# High Spatiotemporal Resolution Neural Recording System Using Active Sensing

> **NIH NIH R44** · PHYSICAL SCIENCES, INC · 2022 · $890,292

## Abstract

Project Summary/Abstract
The investigation of the complex neural dynamics and the cognitive functions of the brain requires non-
invasive recording tools with high spatial and temporal resolution. Fluorescence imaging/microscopy is one
of the state-of-the-art technologies for high spatial resolution recording of the activity of neuron populations.
However, existing fluorescence neural imaging technologies generally have limited speed, providing less
than a few hundred frames per second (or several milliseconds temporal resolution). This is not only limited
by the technology barriers (e.g. the low speed of cameras and/or beam scanners), but also constrained by
the low signal level emitted by the delicate micro-scale neuronal structures. The milliseconds or slower
temporal resolution substantially precludes measuring the precise timing of the generation and propagation
of neuron spikes, which is the key component of neural signaling. During this R&D program, Physical
Sciences Inc. (PSI), Dartmouth College, and the Broad Institute of MIT and Harvard propose to
develop and demonstrate a novel fluorescence neural imaging technology that enables high-speed
recording of membrane potentials from multiple neurons. This technology combines two complementary
imaging channels to achieve parallel neuronal recording with both sub-micron spatial and sub-millisecond
temporal resolution. The high-speed recording function is achieved using a novel imaging technique based
on a high-sensitivity single-point detector and a high-speed spatial light modulator (SLM). During the Phase I,
we demonstrated the feasibility of the technology by imaging cultured neurons labeled with calcium and
voltage indicating fluorescent sensors. During the proposed Phase II, we will upgrade the technology and
further demonstrate its value in neuroscience investigations. The Phase II prototypes will include a universal
high spatiotemporal resolution sensor that is compatible with various imaging setups including head-mounted
fluorescence mini-microscopes.
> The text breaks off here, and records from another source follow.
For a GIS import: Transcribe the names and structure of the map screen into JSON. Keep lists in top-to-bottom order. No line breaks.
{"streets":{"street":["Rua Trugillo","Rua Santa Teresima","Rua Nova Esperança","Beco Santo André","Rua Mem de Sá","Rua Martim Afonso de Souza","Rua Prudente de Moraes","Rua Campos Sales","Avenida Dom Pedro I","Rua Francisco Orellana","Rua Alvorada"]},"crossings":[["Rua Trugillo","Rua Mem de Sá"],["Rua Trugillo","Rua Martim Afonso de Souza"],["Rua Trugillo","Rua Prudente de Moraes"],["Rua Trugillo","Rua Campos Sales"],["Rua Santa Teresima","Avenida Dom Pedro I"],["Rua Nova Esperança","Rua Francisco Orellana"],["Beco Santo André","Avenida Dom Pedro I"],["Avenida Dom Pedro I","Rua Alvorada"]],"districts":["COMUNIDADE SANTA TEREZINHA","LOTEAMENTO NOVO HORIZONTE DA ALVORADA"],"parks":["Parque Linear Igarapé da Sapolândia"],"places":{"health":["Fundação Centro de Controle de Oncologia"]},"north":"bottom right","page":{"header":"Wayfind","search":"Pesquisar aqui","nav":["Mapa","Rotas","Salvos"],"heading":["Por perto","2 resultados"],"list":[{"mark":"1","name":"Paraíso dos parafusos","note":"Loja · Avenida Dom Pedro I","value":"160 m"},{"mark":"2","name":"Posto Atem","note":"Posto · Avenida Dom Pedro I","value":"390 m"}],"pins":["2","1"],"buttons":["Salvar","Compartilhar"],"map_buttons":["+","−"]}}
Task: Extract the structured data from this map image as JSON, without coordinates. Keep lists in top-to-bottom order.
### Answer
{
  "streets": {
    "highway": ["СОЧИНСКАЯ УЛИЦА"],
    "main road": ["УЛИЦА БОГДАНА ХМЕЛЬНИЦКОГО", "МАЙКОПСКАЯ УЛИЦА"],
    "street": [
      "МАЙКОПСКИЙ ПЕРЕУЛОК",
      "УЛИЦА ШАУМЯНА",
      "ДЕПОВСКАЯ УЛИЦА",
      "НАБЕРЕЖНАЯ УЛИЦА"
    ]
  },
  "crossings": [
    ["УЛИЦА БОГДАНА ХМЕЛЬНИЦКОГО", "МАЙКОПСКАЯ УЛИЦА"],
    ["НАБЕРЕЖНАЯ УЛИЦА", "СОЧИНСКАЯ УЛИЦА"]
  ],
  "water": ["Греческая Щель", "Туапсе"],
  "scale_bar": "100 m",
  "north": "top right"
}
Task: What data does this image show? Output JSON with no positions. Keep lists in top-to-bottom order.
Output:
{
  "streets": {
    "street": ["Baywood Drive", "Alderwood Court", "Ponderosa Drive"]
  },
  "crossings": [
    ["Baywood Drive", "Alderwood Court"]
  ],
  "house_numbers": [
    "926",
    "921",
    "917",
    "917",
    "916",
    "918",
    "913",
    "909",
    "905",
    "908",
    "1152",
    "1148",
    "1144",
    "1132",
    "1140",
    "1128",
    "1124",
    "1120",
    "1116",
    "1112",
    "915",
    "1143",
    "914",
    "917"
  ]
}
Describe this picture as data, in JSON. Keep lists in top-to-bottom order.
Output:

Two Phase II prototypes will be delivered to collaborating institutes for
performance testing. The testing experiments will focus on demonstrating high spatiotemporal resolution
recording of fast action potentials from both neuron somas in the brain in vivo and sub-cellular structures
(e.g., dendrites and synapses) of neuron cultures or brain slices using genetically encoded voltage sensors.
This R&D project will result in a robust technology for non-invasive recording of neuronal kinetics with high
spatiotemporal resolution, offering a greatly needed tool in the neuroscience field.

## Key facts

- **NIH application ID:** 10481444
- **Project number:** 2R44MH116748-02A1
- **Recipient organization:** PHYSICAL SCIENCES, INC
- **Principal Investigator:** Youbo Zhao
- **Activity code:** R44 (R01, R21, SBIR, etc.)
- **Funding institute:** NIH
- **Fiscal year:** 2022
- **Award amount:** $890,292
- **Award type:** 2
- **Project period:** 2018-05-01 → 2024-02-28

## Primary source

NIH RePORTER: https://reporter.nih.gov/project-details/10481444

## Citation

> US National Institutes of Health, RePORTER application 10481444, High Spatiotemporal Resolution Neural Recording System Using Active Sensing (2R44MH116748-02A1). Retrieved via AI Analytics 2026-05-25 from https://api.ai-analytics.org/grant/nih/10481444. Licensed CC0.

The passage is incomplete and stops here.